# Intensive Adult Music Programs?



## hopkins

Hi! Newbie here. I'm a 29 year old female who is about to finish her PhD and has spring/summer available. I've always wanted to seriously learn classical piano and given the nice block of time available to me, now seems a good time to dive in. I'm looking for suggestions of programs which, in an ideal world, meet some or all of these criteria:

- Accepts beginners (obvious but important to note)
- Intensive/Extended program (3+ months is ideal, but anywhere in the 1-8 range is acceptable)
- Designed for adults/young adults (again obvious but noteworthy)
- Preferably international location (I'm located in the US and would, if at all possible, like to study abroad. I'm near fluent in Russian and intermediate in Spanish, however the courses/instruction would need to be in English).
- Cost is a factor in that I can't drop 10k USD for a semester long program, but am prepared to pay standard fees
- I'd like something all inclusive, which is a big one. I know I could just find a tutor in say, Austria--stay in a hostel, practice on my own...but in a perfect world I'd like an all inclusive program like those which are available for langauges. It'd be nice to get a total introduction through music theory lectures, music reading, etc. 


Any suggestions on programs/schools/websites to begin looking would be very much appreciated!


:tiphat:


----------



## hreichgott

If you go international the big issue will be practice piano availability. Sure, you can sleep in a hostel, but how many hostels will have a good practice instrument and let you play on it for big blocks of time daily? So being at a program would be a good idea. I assume you have already looked at the universities and music schools in locations that interest you to see if there are courses you can sign up for without being enrolled in a degree program. That would be a logical first step. 

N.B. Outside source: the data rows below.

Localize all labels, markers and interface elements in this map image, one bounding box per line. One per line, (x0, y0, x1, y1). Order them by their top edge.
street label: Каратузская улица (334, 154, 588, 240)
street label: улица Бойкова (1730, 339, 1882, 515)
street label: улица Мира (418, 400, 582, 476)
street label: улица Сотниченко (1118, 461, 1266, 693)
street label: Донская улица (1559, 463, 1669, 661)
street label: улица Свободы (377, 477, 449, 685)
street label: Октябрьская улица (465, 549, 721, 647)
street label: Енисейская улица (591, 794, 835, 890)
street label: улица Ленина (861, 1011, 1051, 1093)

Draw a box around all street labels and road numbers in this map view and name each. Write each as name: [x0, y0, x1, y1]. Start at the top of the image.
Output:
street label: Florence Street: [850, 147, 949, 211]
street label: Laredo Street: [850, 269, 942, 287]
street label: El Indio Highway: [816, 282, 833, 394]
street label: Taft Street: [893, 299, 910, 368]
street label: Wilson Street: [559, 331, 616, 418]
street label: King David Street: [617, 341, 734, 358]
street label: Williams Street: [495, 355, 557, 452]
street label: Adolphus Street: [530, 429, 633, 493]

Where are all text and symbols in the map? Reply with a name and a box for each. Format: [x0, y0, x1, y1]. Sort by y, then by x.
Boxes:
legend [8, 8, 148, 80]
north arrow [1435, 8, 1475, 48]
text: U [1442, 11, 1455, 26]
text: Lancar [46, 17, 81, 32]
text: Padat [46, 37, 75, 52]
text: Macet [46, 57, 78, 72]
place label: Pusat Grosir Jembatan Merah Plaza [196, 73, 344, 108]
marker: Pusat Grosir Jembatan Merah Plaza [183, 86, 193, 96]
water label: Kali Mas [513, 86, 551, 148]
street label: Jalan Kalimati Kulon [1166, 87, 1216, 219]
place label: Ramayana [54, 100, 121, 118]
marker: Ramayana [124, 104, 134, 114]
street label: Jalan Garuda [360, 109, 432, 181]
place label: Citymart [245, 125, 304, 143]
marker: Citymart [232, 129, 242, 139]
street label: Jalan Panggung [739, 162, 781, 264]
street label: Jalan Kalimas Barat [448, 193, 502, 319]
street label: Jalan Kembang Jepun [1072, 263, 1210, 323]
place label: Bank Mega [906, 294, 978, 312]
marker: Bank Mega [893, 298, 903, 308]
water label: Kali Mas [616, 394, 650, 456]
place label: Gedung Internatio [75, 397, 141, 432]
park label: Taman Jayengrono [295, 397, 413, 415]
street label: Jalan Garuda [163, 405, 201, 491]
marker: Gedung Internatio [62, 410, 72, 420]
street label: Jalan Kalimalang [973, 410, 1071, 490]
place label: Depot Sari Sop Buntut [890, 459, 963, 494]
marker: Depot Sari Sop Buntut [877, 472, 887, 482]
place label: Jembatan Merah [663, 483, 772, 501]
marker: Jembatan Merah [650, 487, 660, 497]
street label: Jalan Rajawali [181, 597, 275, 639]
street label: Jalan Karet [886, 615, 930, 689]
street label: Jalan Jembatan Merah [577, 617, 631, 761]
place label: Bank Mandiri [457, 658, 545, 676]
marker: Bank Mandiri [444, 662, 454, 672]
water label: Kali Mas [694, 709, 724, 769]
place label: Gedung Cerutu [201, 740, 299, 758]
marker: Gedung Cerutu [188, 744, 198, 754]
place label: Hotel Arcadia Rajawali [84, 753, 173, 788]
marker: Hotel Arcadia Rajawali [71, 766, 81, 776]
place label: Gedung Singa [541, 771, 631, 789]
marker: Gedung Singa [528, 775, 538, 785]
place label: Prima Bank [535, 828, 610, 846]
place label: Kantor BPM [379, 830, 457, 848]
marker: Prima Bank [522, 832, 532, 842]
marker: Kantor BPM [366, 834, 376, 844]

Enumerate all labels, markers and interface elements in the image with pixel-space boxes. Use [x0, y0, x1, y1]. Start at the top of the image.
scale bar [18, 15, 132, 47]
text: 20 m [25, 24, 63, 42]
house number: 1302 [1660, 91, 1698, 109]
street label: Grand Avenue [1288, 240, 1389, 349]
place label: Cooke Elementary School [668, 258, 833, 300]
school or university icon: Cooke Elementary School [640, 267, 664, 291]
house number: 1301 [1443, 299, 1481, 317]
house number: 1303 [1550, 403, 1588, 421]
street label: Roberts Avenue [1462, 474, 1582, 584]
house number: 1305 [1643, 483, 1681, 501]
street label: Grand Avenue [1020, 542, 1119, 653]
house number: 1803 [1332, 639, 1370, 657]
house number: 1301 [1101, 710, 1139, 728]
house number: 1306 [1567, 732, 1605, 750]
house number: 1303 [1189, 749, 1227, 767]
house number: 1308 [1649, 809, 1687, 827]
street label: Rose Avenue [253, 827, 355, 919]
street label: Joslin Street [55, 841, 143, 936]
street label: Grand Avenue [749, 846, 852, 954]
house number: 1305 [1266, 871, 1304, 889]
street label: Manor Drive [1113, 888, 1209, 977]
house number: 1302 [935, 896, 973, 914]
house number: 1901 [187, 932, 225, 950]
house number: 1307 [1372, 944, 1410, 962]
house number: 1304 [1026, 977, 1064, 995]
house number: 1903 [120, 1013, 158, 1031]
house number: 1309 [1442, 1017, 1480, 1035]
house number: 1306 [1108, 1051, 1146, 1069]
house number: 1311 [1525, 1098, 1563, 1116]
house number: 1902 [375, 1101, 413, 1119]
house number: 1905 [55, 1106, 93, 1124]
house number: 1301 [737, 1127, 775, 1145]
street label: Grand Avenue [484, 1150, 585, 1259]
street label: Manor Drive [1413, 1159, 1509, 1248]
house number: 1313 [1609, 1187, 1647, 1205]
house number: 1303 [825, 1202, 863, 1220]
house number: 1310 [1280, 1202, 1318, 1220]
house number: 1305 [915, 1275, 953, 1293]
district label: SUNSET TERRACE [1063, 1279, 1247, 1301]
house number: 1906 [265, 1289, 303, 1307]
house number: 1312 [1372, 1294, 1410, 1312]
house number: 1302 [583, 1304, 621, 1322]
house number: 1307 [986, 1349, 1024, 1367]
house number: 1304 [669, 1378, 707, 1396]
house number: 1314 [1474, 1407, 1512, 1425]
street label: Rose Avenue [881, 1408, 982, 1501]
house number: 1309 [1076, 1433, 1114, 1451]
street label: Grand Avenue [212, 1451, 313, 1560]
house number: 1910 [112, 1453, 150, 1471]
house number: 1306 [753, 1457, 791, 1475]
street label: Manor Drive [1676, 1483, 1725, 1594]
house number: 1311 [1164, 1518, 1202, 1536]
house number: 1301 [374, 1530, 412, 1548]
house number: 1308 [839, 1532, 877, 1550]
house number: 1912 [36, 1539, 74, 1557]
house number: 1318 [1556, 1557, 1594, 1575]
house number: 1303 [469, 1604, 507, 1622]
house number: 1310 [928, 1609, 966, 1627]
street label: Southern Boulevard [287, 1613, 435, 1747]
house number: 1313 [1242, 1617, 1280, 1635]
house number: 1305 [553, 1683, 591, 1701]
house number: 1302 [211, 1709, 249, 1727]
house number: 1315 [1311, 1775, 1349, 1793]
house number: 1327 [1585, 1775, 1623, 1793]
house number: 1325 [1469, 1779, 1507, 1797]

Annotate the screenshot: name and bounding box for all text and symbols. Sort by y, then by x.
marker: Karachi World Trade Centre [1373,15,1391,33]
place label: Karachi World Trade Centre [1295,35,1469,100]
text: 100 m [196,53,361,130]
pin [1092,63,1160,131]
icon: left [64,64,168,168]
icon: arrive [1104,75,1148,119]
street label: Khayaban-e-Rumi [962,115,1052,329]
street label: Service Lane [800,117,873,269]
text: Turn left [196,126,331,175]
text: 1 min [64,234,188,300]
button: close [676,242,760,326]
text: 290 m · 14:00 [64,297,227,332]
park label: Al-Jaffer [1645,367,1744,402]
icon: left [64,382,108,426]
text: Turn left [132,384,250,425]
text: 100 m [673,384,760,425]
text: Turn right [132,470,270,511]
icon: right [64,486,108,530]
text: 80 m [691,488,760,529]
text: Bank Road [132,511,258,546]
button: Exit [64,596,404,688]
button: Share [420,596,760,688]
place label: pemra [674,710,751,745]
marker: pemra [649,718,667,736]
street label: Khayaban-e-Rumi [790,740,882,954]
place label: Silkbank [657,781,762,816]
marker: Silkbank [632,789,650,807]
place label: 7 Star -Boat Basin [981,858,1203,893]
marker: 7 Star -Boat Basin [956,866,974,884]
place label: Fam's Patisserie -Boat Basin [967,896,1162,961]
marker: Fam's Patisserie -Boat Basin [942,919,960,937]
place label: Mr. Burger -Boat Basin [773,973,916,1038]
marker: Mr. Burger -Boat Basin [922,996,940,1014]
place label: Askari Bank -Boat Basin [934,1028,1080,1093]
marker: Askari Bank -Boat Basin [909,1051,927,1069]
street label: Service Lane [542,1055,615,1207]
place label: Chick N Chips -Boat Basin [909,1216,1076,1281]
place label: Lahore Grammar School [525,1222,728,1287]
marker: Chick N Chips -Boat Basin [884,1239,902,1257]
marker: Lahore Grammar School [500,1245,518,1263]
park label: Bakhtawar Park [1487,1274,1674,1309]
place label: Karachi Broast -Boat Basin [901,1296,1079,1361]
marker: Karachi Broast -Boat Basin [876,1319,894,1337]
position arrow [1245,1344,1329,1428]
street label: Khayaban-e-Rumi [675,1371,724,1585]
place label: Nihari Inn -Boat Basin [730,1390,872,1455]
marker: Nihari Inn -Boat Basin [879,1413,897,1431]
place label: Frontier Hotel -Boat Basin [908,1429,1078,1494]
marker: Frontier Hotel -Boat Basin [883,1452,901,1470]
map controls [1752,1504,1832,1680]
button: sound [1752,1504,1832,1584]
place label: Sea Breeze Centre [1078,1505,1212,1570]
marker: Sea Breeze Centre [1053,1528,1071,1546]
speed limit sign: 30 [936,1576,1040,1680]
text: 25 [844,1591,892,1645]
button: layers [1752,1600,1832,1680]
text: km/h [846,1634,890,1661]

In New York there is a nice program for adults called Pianophoria which is a one or two week intensive. They claim to be for all levels of adult students but they only build in 2 hours of practice a day so they probably aren't set up for advanced students. I can recommend the teachers highly. pianophoria.com, I think.


----------



## catdischawsehole

What about such a programs now?


----------



## catdischawsehole

hopkins said:


> - Preferably international location (I'm located in the US and would, if at all possible, like to study abroad.


I am also interested in this point


----------



## railssvelte

catdischawsehole said:


> I am also interested in this point


There are a lot of ways to study abroad, just try to find something in the forums for immigrants. But I would recommend you to research this point more, you might find a lot of cons to it. I found some interesting materials here https://eduzaurus.com/free-essay-samples/studying-abroad/ during preparing the coursework. Especially, if we talk about music, in every country the teachers have their own way of education and you might dislike it.


----------



## Nate Miller

I hope you realize that no instruction program can turn you into a musician. You have to practice, and you actually have to do the hard work for yourself. 

You know what I would do? I would find the best local teacher you can, take lessons, and block out all your free time to practice. That's how you learn to play.

There's no "program" or "school" or phone apps. You can't throw money at it. You have to do it and all you need is a piano and thousands of hours of time

I see many hours of 2 handed scales in your future if you really have the stones to be a piano player

good luck, and find a good teacher where you are and save your money


----------



## Luchesi

Nate Miller said:


> I hope you realize that no instruction program can turn you into a musician. You have to practice, and you actually have to do the hard work for yourself.
> 
> You know what I would do? I would find the best local teacher you can, take lessons, and block out all your free time to practice. That's how you learn to play.
> 
> There's no "program" or "school" or phone apps. You can't throw money at it. You have to do it and all you need is a piano and thousands of hours of time
> 
> I see many hours of 2 handed scales in your future if you really have the stones to be a piano player
> 
> good luck, and find a good teacher where you are and save your money


Yes, Glenn Gould said that he could teach a person to play like he did in one afternoon. What did he mean by that? I think one thing he meant was that there's so little to teach, and the rest is appropriate approaches by the brain (your idea of what music is and knowing the fundamentals from the physics) and muscle memory, and the development of sight reading skills. How much of that can be taught during piano lessons? (even though I think they're so important)?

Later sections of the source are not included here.